• **Exercise data**:
----------

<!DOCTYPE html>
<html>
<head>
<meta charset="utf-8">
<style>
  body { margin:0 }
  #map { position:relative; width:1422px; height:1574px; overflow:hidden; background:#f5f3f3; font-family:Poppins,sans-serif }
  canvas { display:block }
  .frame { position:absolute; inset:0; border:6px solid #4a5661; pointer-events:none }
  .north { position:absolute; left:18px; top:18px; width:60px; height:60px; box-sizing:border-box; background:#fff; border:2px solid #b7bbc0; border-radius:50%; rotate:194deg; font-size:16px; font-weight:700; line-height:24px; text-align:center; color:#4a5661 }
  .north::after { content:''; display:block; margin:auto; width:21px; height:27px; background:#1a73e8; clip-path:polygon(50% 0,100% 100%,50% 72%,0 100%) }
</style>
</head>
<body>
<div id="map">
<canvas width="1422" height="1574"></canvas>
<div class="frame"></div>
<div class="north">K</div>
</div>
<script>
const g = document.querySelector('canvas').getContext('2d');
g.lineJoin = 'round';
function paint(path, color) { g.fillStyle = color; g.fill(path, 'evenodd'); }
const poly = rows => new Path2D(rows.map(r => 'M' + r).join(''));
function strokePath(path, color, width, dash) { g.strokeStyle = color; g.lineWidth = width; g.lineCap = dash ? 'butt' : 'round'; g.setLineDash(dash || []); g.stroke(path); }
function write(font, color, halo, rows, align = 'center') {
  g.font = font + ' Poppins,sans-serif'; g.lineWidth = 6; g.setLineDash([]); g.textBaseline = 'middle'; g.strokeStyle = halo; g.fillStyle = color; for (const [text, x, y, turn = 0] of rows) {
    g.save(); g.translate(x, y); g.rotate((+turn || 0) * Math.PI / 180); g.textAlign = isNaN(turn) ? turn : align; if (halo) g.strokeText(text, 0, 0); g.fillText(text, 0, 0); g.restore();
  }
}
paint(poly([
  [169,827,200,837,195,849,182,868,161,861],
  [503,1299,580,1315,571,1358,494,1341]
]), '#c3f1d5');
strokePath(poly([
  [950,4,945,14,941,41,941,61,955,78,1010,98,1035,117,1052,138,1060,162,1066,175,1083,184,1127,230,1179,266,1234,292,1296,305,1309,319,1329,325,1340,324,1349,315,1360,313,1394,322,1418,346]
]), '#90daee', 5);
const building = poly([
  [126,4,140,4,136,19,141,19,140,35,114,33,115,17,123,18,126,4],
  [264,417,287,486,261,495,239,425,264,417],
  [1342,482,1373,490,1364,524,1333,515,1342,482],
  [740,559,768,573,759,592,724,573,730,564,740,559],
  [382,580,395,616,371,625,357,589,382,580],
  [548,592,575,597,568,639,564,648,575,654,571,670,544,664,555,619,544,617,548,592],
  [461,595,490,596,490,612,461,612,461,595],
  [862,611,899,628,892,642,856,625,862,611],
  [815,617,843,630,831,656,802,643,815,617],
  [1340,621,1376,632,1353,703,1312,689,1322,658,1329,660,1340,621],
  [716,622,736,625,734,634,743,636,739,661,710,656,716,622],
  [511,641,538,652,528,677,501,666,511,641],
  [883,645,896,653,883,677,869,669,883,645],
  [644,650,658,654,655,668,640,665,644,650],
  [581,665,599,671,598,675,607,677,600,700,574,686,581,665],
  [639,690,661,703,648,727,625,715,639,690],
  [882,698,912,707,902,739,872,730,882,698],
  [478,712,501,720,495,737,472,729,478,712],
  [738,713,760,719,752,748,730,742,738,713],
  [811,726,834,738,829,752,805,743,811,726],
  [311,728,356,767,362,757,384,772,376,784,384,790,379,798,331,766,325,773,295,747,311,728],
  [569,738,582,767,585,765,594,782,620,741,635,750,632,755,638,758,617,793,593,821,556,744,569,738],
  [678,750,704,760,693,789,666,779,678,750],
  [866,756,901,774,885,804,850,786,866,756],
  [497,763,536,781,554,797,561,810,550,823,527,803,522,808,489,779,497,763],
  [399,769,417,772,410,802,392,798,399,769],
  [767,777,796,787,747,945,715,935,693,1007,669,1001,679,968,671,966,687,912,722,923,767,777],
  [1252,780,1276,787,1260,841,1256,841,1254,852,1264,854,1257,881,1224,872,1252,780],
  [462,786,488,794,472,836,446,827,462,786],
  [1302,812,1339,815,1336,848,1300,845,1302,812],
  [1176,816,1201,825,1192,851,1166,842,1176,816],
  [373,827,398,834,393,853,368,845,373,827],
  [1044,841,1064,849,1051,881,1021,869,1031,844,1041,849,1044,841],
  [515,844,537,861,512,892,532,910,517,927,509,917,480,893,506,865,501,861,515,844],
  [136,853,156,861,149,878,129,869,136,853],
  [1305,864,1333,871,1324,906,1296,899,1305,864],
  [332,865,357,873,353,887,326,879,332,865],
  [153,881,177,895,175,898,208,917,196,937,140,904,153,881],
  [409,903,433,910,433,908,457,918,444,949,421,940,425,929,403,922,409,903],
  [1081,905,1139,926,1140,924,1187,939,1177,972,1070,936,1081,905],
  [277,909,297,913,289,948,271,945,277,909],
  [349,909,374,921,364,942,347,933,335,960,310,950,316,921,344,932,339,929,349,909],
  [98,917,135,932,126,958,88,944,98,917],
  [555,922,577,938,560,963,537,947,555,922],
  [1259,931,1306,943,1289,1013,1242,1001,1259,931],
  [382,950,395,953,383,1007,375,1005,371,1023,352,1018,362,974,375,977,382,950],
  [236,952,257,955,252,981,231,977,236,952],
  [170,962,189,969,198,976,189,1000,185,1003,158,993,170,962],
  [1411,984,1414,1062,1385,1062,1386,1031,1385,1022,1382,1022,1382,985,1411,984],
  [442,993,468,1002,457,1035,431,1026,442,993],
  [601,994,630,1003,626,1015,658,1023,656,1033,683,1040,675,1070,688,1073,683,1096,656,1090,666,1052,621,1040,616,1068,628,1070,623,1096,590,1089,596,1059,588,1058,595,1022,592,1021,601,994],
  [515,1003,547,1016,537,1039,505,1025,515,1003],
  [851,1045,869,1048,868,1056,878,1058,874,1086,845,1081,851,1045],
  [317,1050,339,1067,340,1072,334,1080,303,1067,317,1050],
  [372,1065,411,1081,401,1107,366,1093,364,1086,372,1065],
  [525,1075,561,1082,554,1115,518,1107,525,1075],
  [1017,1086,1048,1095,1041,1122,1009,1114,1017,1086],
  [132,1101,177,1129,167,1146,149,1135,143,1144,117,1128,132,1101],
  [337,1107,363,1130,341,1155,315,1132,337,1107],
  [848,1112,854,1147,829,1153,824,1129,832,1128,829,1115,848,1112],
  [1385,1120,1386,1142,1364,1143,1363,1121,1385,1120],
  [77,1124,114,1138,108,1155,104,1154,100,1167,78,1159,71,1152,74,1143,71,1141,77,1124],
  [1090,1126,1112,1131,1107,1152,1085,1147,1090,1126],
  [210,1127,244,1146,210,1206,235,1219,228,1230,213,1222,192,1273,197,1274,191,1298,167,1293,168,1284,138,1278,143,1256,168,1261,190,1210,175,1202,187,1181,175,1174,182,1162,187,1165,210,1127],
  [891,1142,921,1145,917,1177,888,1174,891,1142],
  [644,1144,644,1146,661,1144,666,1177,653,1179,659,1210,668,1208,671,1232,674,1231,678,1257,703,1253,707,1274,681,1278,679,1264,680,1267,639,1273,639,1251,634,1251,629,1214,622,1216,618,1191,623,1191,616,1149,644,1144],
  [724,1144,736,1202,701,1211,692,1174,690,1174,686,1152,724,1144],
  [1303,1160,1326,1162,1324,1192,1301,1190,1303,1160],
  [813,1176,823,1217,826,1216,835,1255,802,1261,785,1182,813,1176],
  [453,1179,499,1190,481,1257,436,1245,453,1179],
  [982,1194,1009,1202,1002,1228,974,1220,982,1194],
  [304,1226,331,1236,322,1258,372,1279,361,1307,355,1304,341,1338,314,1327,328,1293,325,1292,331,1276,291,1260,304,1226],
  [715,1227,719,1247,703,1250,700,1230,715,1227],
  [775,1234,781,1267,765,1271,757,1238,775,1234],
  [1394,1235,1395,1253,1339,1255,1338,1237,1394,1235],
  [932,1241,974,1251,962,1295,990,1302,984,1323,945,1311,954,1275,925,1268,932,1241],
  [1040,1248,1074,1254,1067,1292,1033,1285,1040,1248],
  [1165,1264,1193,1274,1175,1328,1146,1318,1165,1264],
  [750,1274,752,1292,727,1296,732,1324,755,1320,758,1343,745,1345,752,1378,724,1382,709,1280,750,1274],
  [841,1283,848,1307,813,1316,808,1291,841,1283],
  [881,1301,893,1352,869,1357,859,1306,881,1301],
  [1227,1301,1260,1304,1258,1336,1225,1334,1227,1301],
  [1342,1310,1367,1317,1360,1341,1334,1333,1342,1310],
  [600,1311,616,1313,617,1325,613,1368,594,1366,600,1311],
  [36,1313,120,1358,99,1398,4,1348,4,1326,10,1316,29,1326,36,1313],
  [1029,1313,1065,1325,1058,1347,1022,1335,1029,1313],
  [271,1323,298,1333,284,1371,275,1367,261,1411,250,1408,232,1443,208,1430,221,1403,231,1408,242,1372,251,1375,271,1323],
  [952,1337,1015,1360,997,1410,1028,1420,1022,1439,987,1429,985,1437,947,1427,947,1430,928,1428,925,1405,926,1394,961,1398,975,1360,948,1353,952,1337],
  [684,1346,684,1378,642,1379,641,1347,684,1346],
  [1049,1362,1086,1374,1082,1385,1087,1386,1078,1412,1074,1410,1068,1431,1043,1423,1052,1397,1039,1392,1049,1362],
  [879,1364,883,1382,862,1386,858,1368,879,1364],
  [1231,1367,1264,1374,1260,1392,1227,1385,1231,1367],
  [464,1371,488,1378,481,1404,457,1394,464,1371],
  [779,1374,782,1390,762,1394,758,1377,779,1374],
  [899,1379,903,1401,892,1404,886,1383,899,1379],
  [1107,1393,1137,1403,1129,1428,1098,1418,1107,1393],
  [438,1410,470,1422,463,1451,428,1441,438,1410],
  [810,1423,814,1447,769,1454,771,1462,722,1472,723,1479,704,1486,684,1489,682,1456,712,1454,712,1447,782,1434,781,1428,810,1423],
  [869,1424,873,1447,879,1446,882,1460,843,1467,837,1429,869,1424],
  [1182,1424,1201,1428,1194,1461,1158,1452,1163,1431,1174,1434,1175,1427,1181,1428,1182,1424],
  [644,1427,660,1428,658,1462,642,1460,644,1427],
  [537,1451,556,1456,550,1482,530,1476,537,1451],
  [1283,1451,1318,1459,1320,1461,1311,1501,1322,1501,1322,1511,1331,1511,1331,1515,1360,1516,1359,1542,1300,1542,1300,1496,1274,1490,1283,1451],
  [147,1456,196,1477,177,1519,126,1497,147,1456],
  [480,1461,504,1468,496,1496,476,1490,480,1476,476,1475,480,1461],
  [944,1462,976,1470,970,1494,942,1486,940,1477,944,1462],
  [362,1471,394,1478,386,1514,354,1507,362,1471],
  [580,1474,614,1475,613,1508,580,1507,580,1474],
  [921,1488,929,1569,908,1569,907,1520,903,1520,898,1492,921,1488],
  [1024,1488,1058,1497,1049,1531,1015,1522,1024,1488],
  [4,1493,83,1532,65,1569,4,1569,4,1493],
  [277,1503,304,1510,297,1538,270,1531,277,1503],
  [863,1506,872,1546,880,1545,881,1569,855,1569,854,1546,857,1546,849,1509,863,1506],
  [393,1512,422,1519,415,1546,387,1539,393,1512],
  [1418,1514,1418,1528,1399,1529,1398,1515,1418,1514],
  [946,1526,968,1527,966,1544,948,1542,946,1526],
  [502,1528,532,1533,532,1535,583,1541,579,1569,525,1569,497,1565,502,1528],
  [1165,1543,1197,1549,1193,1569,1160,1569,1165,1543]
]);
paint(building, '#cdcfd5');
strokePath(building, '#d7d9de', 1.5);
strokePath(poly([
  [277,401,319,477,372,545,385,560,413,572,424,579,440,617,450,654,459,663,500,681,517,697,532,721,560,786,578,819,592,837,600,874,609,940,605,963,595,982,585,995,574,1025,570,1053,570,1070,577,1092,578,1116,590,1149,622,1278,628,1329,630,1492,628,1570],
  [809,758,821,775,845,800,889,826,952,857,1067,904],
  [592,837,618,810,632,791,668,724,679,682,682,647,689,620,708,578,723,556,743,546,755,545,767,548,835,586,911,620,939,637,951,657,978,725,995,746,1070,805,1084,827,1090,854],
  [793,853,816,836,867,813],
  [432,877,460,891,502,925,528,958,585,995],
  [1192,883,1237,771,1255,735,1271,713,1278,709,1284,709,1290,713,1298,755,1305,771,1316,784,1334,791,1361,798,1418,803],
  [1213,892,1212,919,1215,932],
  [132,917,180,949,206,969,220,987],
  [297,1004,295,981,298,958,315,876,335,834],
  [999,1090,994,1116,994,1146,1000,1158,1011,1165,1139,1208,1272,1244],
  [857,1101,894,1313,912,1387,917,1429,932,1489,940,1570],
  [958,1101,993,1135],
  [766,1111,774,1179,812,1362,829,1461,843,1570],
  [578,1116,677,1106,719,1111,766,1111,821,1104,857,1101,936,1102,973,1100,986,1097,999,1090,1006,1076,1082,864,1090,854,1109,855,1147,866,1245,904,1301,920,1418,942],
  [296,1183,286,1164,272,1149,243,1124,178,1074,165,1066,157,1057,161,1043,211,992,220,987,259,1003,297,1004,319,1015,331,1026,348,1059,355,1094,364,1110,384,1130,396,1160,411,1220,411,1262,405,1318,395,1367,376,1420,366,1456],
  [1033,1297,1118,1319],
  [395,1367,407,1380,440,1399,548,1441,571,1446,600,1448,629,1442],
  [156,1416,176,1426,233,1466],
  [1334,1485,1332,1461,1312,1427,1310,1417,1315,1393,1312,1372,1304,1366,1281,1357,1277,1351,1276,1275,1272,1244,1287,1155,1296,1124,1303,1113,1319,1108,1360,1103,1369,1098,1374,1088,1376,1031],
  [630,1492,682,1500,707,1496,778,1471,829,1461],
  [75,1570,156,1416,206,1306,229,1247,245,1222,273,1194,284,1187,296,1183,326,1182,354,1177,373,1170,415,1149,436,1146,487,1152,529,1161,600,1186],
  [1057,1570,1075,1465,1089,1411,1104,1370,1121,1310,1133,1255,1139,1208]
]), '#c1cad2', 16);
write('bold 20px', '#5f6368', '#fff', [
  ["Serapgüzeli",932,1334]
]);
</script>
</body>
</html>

----------

• **What this task involves**: The output must consist solely of the lines from the first line of the records through the line containing "const poly = rows", reproduced exactly.

• **Reply to the exercise**:
<!DOCTYPE html>
<html>
<head>
<meta charset="utf-8">
<style>
  body { margin:0 }
  #map { position:relative; width:1422px; height:1574px; overflow:hidden; background:#f5f3f3; font-family:Poppins,sans-serif }
  canvas { display:block }
  .frame { position:absolute; inset:0; border:6px solid #4a5661; pointer-events:none }
  .north { position:absolute; left:18px; top:18px; width:60px; height:60px; box-sizing:border-box; background:#fff; border:2px solid #b7bbc0; border-radius:50%; rotate:194deg; font-size:16px; font-weight:700; line-height:24px; text-align:center; color:#4a5661 }
  .north::after { content:''; display:block; margin:auto; width:21px; height:27px; background:#1a73e8; clip-path:polygon(50% 0,100% 100%,50% 72%,0 100%) }
</style>
</head>
<body>
<div id="map">
<canvas width="1422" height="1574"></canvas>
<div class="frame"></div>
<div class="north">K</div>
</div>
<script>
const g = document.querySelector('canvas').getContext('2d');
g.lineJoin = 'round';
function paint(path, color) { g.fillStyle = color; g.fill(path, 'evenodd'); }
const poly = rows => new Path2D(rows.map(r => 'M' + r).join(''));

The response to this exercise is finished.